La vie m’a appris que le contraire de l’amour n’est pas la haine, mais le jugement.

Là où vous jugez quelqu’un, là vous essayez de le contraindre à votre système de pensées, vos convictions à vous et vos croyances personnelles, la relation que vous tissez avec cette personne est une illusion complète, dans laquelle « l’autre » ne fait que jouer inconsciemment un rôle de révélateur de quelque chose que vous refusez de reconnaître en vous.

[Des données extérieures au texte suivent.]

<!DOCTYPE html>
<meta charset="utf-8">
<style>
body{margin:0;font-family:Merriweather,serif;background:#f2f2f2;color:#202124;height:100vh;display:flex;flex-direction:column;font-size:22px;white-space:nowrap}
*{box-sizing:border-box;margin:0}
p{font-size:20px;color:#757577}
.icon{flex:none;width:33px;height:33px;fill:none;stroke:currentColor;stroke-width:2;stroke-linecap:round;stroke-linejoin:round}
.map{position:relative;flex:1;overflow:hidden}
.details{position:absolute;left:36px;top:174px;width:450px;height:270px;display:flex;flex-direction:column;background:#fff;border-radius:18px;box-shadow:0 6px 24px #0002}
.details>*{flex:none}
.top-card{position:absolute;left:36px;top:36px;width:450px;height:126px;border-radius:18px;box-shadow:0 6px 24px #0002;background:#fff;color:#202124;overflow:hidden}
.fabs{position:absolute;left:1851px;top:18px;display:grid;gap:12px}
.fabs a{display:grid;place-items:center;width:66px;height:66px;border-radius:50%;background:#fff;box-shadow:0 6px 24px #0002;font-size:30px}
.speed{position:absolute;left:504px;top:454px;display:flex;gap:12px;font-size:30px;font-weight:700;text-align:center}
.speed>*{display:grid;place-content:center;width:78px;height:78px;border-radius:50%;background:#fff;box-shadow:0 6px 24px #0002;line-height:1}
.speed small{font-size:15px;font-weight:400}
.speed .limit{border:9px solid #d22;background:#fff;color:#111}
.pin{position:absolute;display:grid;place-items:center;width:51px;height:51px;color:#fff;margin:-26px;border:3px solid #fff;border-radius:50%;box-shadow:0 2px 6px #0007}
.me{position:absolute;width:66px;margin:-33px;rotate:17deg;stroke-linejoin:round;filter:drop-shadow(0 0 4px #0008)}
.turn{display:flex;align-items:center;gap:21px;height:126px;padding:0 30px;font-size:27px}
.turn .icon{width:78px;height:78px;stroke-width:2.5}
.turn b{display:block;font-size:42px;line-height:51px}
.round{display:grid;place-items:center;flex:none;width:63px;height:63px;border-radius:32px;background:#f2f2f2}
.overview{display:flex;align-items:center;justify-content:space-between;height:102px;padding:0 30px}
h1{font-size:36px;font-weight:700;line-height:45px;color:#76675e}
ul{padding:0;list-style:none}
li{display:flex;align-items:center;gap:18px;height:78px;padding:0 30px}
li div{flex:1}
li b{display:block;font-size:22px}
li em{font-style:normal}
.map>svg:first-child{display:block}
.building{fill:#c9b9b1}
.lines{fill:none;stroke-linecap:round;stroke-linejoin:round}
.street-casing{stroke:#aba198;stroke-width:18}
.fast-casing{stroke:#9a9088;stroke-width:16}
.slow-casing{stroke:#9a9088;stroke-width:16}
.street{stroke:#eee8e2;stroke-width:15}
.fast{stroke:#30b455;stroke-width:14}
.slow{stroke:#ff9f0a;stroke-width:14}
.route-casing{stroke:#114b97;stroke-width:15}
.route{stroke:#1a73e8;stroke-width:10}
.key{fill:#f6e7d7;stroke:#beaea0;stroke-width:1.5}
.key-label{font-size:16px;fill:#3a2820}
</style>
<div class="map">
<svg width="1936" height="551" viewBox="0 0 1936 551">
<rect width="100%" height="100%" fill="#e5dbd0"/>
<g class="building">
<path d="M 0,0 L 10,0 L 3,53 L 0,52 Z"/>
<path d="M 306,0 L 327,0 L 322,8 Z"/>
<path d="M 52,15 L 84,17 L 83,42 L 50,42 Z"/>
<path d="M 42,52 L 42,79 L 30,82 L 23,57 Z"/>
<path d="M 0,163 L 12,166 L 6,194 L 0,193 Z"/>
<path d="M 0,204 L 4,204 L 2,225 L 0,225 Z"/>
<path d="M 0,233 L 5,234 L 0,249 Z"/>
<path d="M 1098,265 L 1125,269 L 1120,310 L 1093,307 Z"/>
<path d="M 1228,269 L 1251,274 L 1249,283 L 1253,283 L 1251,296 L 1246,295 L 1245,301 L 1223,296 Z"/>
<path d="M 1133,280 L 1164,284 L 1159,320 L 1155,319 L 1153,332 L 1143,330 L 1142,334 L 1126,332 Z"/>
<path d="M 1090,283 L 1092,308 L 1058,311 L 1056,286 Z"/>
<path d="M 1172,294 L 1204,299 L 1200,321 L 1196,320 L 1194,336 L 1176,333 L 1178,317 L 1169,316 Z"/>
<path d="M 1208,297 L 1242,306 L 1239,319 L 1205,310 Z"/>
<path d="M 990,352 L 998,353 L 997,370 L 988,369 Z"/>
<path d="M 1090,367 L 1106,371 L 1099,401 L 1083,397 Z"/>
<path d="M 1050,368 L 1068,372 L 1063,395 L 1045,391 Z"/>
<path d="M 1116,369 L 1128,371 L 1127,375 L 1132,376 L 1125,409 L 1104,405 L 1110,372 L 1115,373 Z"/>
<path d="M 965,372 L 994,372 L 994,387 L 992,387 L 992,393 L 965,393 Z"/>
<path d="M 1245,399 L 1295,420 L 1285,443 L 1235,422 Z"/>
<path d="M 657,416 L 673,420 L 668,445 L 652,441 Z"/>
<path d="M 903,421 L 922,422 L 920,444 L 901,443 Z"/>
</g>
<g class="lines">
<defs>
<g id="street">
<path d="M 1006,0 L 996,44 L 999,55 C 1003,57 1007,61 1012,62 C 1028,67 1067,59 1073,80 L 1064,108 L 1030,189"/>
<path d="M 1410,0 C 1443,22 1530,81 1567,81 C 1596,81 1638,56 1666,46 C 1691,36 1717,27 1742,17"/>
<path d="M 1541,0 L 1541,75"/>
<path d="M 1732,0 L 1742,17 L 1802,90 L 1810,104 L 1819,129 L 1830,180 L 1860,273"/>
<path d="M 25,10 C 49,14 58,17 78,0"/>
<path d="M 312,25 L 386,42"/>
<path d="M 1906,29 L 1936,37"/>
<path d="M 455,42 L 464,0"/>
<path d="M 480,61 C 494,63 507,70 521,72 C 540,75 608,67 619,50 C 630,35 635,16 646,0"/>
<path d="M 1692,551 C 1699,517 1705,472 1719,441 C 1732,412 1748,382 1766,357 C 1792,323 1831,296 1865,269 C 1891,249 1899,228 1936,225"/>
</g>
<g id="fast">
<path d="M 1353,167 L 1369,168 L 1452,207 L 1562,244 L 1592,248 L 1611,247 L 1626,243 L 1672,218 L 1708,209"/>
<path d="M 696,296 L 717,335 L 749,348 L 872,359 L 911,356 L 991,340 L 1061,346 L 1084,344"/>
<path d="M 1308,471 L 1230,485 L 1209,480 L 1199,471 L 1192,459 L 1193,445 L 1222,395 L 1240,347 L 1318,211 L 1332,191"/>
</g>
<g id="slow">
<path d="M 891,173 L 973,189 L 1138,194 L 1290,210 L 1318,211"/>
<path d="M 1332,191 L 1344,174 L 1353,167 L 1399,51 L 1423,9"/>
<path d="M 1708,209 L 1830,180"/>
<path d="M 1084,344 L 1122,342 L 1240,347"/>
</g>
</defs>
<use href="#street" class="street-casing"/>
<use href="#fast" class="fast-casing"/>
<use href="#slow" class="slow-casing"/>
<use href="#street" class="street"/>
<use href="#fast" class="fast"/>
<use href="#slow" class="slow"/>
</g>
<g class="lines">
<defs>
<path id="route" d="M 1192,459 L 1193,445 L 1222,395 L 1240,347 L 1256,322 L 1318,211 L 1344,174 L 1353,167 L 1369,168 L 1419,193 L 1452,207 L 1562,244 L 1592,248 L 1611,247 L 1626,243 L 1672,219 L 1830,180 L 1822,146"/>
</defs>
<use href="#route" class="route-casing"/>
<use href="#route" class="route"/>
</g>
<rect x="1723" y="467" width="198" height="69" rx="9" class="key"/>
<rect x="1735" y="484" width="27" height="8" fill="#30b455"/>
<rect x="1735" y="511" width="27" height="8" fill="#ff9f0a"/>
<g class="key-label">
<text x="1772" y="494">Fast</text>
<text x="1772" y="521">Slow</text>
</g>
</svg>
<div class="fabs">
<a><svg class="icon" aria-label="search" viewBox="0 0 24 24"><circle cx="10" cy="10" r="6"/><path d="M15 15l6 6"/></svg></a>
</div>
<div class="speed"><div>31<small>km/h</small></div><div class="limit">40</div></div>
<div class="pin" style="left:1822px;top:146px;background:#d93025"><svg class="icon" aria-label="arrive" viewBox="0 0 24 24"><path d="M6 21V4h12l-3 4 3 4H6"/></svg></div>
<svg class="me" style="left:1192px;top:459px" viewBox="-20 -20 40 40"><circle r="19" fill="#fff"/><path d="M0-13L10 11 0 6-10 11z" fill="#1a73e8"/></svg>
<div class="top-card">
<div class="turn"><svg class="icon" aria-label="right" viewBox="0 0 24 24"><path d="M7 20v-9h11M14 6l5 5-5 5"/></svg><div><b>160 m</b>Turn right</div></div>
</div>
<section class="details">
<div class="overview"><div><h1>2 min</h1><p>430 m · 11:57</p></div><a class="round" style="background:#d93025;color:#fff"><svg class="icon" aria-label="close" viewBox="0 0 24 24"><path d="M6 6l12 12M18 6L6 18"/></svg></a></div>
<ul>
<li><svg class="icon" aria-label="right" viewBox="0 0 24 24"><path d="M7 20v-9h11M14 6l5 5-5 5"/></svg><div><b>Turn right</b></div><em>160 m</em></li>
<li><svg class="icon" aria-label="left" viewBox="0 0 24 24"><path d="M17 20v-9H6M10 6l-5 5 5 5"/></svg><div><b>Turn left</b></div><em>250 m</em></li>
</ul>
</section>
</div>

L’autre vous met en colère ? Et si cette colère n’appartenait en réalité qu’à vous ?

C’est un des enseignements les plus précieux que la vie m’ait apporté.

JE suis responsable de mes émotions.

Elles naissent en moi, elles prennent forme en moi, et je suis donc un être parfaitement immature si je n’apprends pas à en devenir le maître… plutôt que la marionnette.

Si je n’en assume pas l’entière responsabilité, plutôt que d’essayer de désigner l’autre comme le responsable de la réaction automatique qu’il a engendrée, par un simple effet de dominos dans lesquelles nous sommes tous liés les uns avec les autres, je me positionne simplement en victime inconsciente d’une dualité qui n’existe en réalité qu’en moi-même.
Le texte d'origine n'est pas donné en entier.